Collected data
--
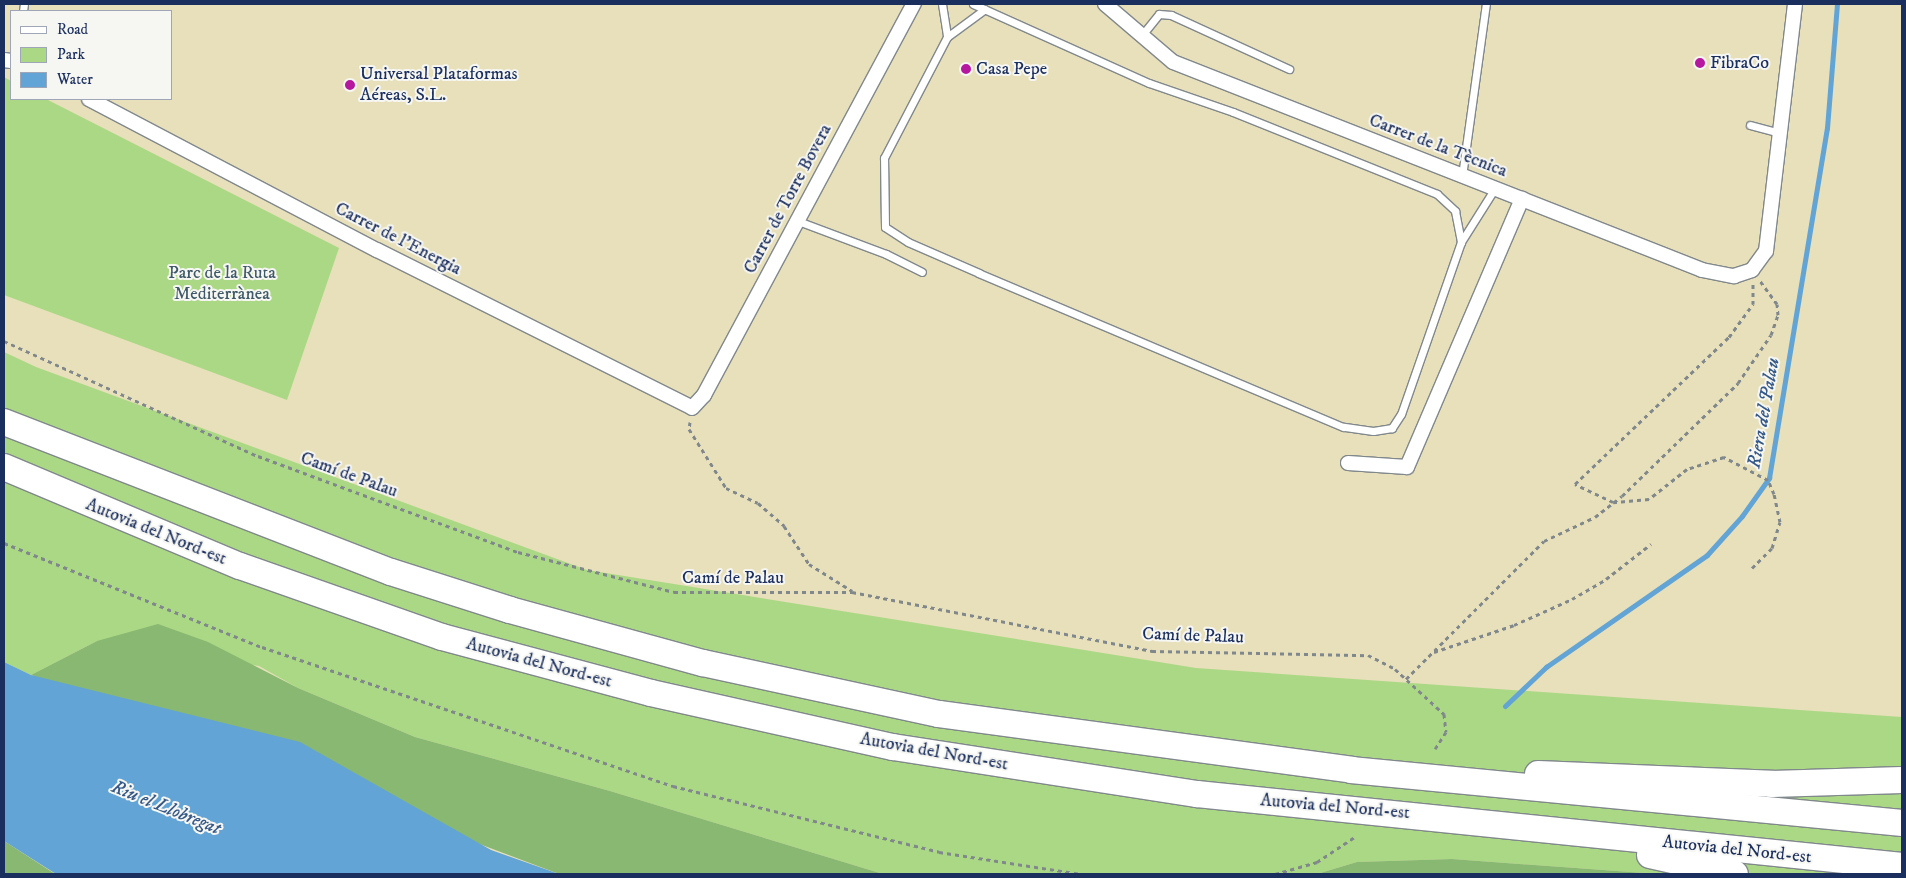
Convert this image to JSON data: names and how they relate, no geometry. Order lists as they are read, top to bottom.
{
  "streets": {
    "highway": ["Autovia del Nord-est"],
    "street": ["Carrer de la Tècnica", "Carrer de Torre Bovera", "Carrer de l'Energia"],
    "path": ["Camí de Palau"]
  },
  "crossings": [
    ["Carrer de Torre Bovera", "Carrer de l'Energia"]
  ],
  "water": ["Riera del Palau", "Riu el Llobregat"],
  "parks": ["Parc de la Ruta Mediterrànea"],
  "places": ["FibraCo", "Casa Pepe", "Universal Plataformas Aéreas, S.L."],
  "legend": ["Road", "Park", "Water"]
}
--
Required action: Print out the entries once more, unchanged. No pictures.

The answer:
Convert this image to JSON data: names and how they relate, no geometry. Order lists as they are read, top to bottom.
{
  "streets": {
    "highway": ["Autovia del Nord-est"],
    "street": ["Carrer de la Tècnica", "Carrer de Torre Bovera", "Carrer de l'Energia"],
    "path": ["Camí de Palau"]
  },
  "crossings": [
    ["Carrer de Torre Bovera", "Carrer de l'Energia"]
  ],
  "water": ["Riera del Palau", "Riu el Llobregat"],
  "parks": ["Parc de la Ruta Mediterrànea"],
  "places": ["FibraCo", "Casa Pepe", "Universal Plataformas Aéreas, S.L."],
  "legend": ["Road", "Park", "Water"]
}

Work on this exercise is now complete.